A statistic in football credited to a defensive player or players when physical contact with a quarterback causes him to be ruled down by contact behind the line of scrimmage, prior to an attempt to throw a forward pass or if the play is determined to resemble a passing play.
In order for a sack to be recorded, it must be obvious that the quarterback either intends to throw a forward pass, or is still in the "pocket" without a clear objective for the play. If officials determine that the play was intended as a rush, a tackle of the quarterback does not result in a sack and is recorded as negative rushing yardage by the quarterback.

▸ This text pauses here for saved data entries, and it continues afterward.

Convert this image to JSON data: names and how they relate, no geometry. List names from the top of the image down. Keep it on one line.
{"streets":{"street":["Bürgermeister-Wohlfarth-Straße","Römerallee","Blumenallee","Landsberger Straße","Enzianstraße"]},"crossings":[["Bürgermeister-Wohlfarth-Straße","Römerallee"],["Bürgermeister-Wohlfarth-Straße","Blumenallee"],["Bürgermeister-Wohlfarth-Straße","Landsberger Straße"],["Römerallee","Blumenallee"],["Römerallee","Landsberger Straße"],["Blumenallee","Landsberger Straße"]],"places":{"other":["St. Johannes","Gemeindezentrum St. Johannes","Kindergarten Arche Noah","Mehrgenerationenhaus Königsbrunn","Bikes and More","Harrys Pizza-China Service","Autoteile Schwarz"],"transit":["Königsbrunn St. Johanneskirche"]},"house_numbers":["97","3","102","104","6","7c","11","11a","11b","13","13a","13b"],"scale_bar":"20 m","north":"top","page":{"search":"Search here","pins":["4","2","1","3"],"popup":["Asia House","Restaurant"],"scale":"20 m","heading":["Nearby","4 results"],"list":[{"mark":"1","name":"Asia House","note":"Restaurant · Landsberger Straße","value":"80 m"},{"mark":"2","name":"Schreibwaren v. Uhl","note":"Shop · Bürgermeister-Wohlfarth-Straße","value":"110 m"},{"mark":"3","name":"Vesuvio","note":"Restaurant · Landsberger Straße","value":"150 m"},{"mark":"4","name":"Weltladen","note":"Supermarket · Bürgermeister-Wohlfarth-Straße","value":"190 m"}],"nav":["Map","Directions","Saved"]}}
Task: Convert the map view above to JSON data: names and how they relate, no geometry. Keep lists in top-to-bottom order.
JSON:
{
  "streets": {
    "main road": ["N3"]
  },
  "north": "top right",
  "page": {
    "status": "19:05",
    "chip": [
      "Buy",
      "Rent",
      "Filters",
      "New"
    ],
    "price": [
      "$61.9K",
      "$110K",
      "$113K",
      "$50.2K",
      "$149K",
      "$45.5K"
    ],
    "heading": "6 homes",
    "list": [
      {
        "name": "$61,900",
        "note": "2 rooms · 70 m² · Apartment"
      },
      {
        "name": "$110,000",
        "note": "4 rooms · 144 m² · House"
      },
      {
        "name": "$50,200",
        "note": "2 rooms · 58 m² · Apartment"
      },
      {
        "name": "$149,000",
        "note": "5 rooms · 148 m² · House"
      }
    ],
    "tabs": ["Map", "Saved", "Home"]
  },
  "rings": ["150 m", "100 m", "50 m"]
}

The most common form of sack is when a defensive tackle, defensive end, or linebacker tackles a quarterback behind the line of scrimmage. However, if a defensive player makes any sort of physical contact with a quarterback (and conditions qualify for a sack), who is then ruled down by contact (such as falling to a knee), this is also counted as a sack. Quarterbacks sometimes "sack themselves" when moving around in or out of the pocket to avoid pressure-they trip or fall down and are then touched by a defensive player behind the line of scrimmage-this is then recorded as a sack.
When one or more players are involved in a sack, each player is credited with half a sack. A successful sack results in yards being subtracted from a team's passing totals, but does not affect the total passing yards of the quarterback.
A quarterback is also considered sacked if he loses a fumble on or behind the line of scrimmage that is recovered by the opposing team.